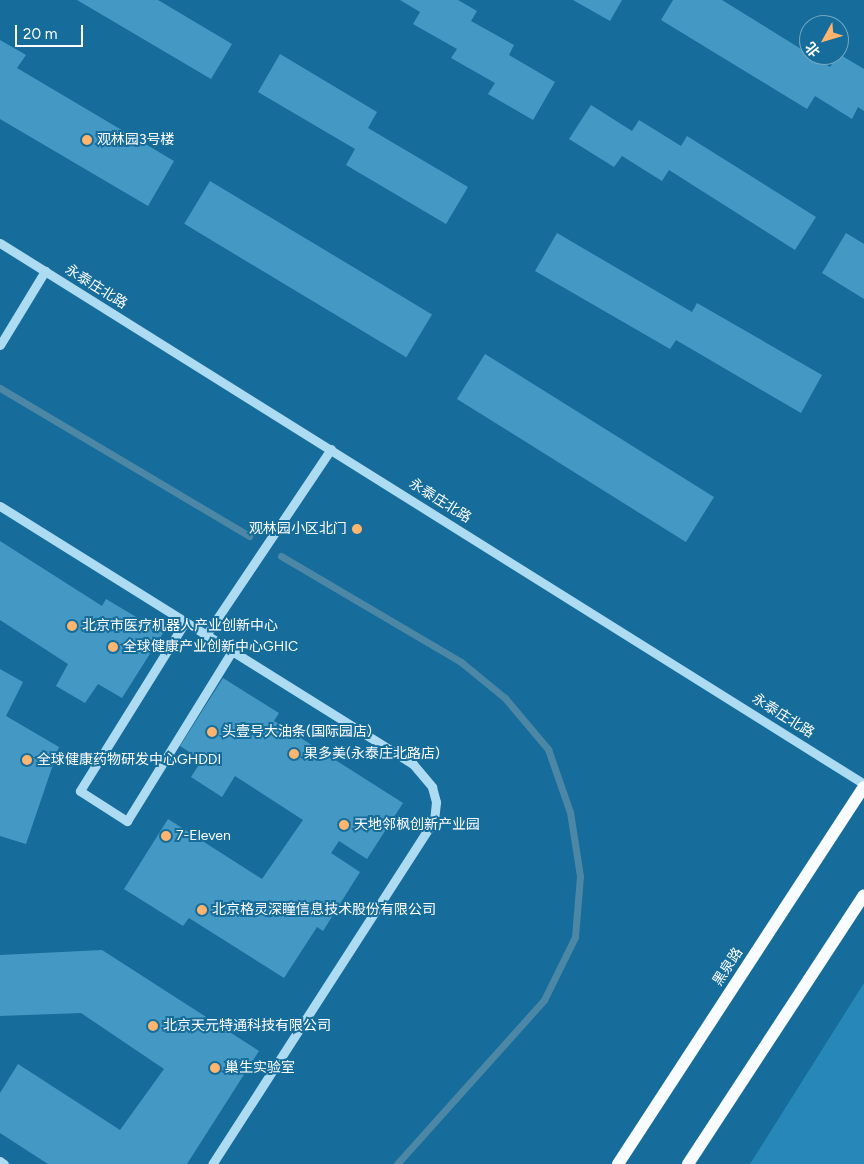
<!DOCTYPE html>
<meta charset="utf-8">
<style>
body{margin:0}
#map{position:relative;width:864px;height:1164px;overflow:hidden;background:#166d9b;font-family:Figtree,"Noto Sans SC",sans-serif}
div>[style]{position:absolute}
.green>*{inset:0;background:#2687b8}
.stream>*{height:7px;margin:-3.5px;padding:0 3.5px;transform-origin:3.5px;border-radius:3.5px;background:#4c87a6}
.building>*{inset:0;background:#4499c4;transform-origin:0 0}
.minor>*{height:9px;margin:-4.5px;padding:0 4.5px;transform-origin:4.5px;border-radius:4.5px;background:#acdbf2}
.major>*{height:12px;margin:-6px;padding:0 6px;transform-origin:6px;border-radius:6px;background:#f8fcff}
.dots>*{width:14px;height:14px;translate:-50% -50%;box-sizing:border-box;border:2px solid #166d9b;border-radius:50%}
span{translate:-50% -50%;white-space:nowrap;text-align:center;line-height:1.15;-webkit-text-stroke:4px #166d9b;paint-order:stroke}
.poi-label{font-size:14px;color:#fff}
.left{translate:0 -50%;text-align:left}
.right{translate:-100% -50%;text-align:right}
.street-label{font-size:14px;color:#fff}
.north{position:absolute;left:799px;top:15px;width:50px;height:50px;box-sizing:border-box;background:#166d9b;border:1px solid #73a7c3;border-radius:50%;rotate:231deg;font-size:14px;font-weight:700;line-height:20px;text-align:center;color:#fff}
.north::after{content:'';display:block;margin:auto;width:18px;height:22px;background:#ffb56e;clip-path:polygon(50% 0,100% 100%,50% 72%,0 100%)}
.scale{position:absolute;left:15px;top:25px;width:68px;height:22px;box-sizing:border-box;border:2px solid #fff;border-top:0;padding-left:6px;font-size:15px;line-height:18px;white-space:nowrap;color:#fff;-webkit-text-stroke:4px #166d9b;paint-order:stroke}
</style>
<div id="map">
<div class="green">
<div style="clip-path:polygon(864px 983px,864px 1164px,750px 1164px)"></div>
</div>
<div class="stream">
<div style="left:0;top:388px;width:290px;rotate:30.7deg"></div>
<div style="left:281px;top:556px;width:209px;rotate:30.5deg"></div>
<div style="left:461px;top:662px;width:57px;rotate:39.3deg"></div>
<div style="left:505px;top:698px;width:67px;rotate:49.9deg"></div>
<div style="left:548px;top:749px;width:67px;rotate:70.8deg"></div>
<div style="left:570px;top:812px;width:65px;rotate:81.1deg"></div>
<div style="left:580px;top:876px;width:61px;rotate:94.7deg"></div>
<div style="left:575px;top:937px;width:70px;rotate:116.2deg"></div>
<div style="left:544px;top:1000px;width:220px;rotate:131.9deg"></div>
</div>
<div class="building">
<div style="clip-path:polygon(77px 0,158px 0,232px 44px,211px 79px)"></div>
<div style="clip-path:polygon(400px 0,458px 0,477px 11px,471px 21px,514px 45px,509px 55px,555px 82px,533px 120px,488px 94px,495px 83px,451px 58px,457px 49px,413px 24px,420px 12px)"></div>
<div style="clip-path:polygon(573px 0,622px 0,610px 21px)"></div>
<div style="clip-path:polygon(673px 0,722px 0,830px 67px,839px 54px,864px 69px,864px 111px,858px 107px,852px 119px,815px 96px,807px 109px,661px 20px)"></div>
<div style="clip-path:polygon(0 40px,26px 55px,17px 68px,174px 161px,148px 206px,0 119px)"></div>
<div style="clip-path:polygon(280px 54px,377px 112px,368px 128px,468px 187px,446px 224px,346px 165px,355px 149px,258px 92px)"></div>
<div style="clip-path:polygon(591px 105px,632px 131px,639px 120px,681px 146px,687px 136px,816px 217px,795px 250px,669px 170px,662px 181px,622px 156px,614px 167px,569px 139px)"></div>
<div style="left:210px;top:181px;width:259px;height:50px;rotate:31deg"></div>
<div style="clip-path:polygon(557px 233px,692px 312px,697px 303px,822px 375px,801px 413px,676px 340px,670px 349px,535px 271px)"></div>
<div style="clip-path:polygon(846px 233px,864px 244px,864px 299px,822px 273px)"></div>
<div style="left:485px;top:354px;width:270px;height:53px;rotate:32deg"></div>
<div style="clip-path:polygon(0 541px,102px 606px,106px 599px,163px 633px,122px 698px,98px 684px,85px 703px,56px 686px,68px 664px,0 620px)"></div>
<div style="clip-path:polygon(0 669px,23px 682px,6px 716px,59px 747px,26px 844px,0 836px)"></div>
<div style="clip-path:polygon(223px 678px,279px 713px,274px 721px,403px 803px,367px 859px,339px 841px,331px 853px,360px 872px,323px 931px,317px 927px,284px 978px,189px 918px,183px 926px,124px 889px,168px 819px,262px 879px,303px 820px,235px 776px,222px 797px,191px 777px,202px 760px,180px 746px)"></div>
<div style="clip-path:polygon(102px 950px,259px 1051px,187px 1164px,48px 1164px,0 1133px,0 1093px,18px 1064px,120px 1130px,164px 1069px,81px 1013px,0 1016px,0 955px)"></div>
</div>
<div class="minor">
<div style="left:0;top:243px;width:1019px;rotate:32.05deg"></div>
<div style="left:0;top:345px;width:87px;rotate:-58.7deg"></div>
<div style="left:0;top:506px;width:487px;rotate:32deg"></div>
<div style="left:413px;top:764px;width:30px;rotate:50deg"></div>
<div style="left:432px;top:787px;width:16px;rotate:75deg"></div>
<div style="left:436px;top:802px;width:18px;rotate:96deg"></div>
<div style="left:434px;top:820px;width:409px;rotate:122.8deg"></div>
<div style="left:185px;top:622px;width:199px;rotate:121.9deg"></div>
<div style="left:80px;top:791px;width:56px;rotate:32.6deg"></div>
<div style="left:127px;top:821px;width:200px;rotate:-58.3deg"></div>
<div style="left:206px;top:635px;width:224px;rotate:-56.1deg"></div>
<div style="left:0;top:1161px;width:5px;rotate:37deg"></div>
</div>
<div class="major">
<div style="left:618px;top:1164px;width:450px;rotate:-56.9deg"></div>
<div style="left:688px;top:1164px;width:321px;rotate:-56.8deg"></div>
</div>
<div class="dots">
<div style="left:87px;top:140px;background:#ffb56e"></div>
<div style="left:357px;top:529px;background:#ffb56e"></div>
<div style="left:72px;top:626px;background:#ffb56e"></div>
<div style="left:113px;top:647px;background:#ffb56e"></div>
<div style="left:212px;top:732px;background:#ffb56e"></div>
<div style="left:294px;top:754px;background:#ffb56e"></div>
<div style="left:27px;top:760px;background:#ffb56e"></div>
<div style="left:344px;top:825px;background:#ffb56e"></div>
<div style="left:166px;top:836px;background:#ffb56e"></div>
<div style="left:202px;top:910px;background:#ffb56e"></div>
<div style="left:153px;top:1026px;background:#ffb56e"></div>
<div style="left:215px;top:1068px;background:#ffb56e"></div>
</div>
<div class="poi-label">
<span class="left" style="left:97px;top:140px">观林园3号楼</span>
<span class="right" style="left:347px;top:529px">观林园小区北门</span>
<span class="left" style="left:82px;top:626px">北京市医疗机器人产业创新中心</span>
<span class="left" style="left:123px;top:647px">全球健康产业创新中心GHIC</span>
<span class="left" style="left:222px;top:732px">头壹号大油条(国际园店)</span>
<span class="left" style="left:304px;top:754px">果多美(永泰庄北路店)</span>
<span class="left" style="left:37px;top:760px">全球健康药物研发中心GHDDI</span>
<span class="left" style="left:354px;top:825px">天地邻枫创新产业园</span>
<span class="left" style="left:176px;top:836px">7-Eleven</span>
<span class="left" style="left:212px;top:910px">北京格灵深瞳信息技术股份有限公司</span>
<span class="left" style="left:163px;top:1026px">北京天元特通科技有限公司</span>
<span class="left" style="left:225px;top:1068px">巢生实验室</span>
</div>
<div class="street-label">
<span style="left:96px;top:287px;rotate:32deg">永泰庄北路</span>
<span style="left:440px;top:501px;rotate:32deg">永泰庄北路</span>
<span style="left:783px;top:716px;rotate:32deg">永泰庄北路</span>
<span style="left:728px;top:967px;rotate:-57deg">黑泉路</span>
</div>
<div class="north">北</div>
<div class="scale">20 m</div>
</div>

> [What is being asked]: Look over the records above and copy each line that includes the string "stream".

> [Response to the task]:
.stream>*{height:7px;margin:-3.5px;padding:0 3.5px;transform-origin:3.5px;border-radius:3.5px;background:#4c87a6}
<div class="stream">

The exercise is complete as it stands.